=== EXERCISE DETAILS ===
After the line containing "Map reading. Convert", write nothing more; before it, reproduce every line of the material below exactly, starting with the first.

=== MATERIAL SUPPLIED ===
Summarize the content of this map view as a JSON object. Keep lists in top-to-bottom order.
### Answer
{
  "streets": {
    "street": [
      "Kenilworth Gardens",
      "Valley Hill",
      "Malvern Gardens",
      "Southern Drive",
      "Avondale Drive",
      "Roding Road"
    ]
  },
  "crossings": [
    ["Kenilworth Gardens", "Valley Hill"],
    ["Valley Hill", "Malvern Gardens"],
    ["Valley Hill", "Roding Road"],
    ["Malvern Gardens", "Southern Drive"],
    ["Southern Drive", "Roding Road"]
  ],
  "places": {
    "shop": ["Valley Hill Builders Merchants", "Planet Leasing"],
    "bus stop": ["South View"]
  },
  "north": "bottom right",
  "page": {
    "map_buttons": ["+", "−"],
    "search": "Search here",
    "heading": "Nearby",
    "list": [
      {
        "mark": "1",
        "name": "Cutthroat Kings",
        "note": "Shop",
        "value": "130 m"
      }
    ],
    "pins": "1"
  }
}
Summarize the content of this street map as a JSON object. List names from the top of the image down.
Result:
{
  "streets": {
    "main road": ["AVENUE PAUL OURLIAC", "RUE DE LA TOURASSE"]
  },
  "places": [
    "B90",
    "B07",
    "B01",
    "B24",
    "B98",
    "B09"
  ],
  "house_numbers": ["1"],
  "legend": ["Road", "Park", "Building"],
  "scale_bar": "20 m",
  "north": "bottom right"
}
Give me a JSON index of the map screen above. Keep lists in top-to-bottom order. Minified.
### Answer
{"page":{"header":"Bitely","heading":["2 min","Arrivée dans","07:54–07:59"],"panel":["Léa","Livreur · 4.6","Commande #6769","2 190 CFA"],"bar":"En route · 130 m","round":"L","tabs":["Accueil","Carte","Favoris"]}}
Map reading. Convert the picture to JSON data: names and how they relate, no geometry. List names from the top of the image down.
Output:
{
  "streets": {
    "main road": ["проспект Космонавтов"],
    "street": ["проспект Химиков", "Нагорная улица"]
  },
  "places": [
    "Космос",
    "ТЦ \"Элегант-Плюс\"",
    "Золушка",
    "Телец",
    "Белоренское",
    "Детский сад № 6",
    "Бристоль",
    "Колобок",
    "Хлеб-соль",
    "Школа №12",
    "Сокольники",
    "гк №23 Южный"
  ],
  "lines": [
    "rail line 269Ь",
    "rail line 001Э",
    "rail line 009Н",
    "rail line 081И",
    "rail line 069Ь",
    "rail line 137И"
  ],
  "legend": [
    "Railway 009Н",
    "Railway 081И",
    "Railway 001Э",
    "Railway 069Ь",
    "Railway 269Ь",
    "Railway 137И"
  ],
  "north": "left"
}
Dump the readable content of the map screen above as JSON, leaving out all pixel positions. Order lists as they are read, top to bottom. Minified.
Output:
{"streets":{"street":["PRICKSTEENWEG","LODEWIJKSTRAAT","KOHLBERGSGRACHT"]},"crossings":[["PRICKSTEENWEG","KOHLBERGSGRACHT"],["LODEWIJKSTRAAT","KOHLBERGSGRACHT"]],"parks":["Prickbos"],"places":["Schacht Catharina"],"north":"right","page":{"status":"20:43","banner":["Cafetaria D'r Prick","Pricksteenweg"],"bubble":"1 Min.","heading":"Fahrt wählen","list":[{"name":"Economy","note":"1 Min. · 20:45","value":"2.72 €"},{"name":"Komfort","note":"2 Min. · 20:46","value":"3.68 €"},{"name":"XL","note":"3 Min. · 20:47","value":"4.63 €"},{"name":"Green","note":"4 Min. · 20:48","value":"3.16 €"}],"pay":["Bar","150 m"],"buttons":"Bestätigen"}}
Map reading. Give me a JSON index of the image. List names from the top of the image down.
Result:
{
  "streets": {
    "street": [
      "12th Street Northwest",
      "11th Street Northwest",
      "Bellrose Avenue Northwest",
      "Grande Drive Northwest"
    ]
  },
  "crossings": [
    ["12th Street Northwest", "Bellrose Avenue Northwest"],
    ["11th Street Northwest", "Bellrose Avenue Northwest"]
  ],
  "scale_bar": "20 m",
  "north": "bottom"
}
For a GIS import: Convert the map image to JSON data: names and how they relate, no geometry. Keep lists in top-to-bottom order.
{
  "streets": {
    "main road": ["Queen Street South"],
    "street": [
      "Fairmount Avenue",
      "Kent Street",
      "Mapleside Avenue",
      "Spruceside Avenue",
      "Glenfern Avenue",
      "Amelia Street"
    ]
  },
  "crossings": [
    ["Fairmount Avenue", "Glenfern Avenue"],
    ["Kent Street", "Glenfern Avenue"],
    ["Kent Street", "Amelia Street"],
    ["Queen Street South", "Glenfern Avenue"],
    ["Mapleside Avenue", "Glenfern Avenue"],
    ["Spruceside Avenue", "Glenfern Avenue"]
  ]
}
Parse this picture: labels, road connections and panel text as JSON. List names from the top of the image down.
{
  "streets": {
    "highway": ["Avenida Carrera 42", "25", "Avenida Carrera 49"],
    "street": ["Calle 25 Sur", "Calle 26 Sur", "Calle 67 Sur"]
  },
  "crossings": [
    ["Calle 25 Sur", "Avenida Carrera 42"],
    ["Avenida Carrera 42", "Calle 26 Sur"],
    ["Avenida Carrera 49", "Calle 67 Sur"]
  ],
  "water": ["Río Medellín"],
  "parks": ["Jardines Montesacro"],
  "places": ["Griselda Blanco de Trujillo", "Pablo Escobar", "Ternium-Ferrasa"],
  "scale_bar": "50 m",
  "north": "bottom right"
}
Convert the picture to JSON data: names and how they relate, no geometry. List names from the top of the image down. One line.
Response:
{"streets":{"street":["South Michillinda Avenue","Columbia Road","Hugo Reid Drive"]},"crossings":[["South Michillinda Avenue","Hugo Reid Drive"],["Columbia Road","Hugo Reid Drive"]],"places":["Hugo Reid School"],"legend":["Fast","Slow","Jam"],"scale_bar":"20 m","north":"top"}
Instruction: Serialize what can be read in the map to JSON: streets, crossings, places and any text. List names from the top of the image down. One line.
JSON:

=== EXERCISE RESPONSE ===
Summarize the content of this map view as a JSON object. Keep lists in top-to-bottom order.
### Answer
{
  "streets": {
    "street": [
      "Kenilworth Gardens",
      "Valley Hill",
      "Malvern Gardens",
      "Southern Drive",
      "Avondale Drive",
      "Roding Road"
    ]
  },
  "crossings": [
    ["Kenilworth Gardens", "Valley Hill"],
    ["Valley Hill", "Malvern Gardens"],
    ["Valley Hill", "Roding Road"],
    ["Malvern Gardens", "Southern Drive"],
    ["Southern Drive", "Roding Road"]
  ],
  "places": {
    "shop": ["Valley Hill Builders Merchants", "Planet Leasing"],
    "bus stop": ["South View"]
  },
  "north": "bottom right",
  "page": {
    "map_buttons": ["+", "−"],
    "search": "Search here",
    "heading": "Nearby",
    "list": [
      {
        "mark": "1",
        "name": "Cutthroat Kings",
        "note": "Shop",
        "value": "130 m"
      }
    ],
    "pins": "1"
  }
}
Summarize the content of this street map as a JSON object. List names from the top of the image down.
Result:
{
  "streets": {
    "main road": ["AVENUE PAUL OURLIAC", "RUE DE LA TOURASSE"]
  },
  "places": [
    "B90",
    "B07",
    "B01",
    "B24",
    "B98",
    "B09"
  ],
  "house_numbers": ["1"],
  "legend": ["Road", "Park", "Building"],
  "scale_bar": "20 m",
  "north": "bottom right"
}
Give me a JSON index of the map screen above. Keep lists in top-to-bottom order. Minified.
### Answer
{"page":{"header":"Bitely","heading":["2 min","Arrivée dans","07:54–07:59"],"panel":["Léa","Livreur · 4.6","Commande #6769","2 190 CFA"],"bar":"En route · 130 m","round":"L","tabs":["Accueil","Carte","Favoris"]}}
Map reading. Convert the picture to JSON data: names and how they relate, no geometry. List names from the top of the image down.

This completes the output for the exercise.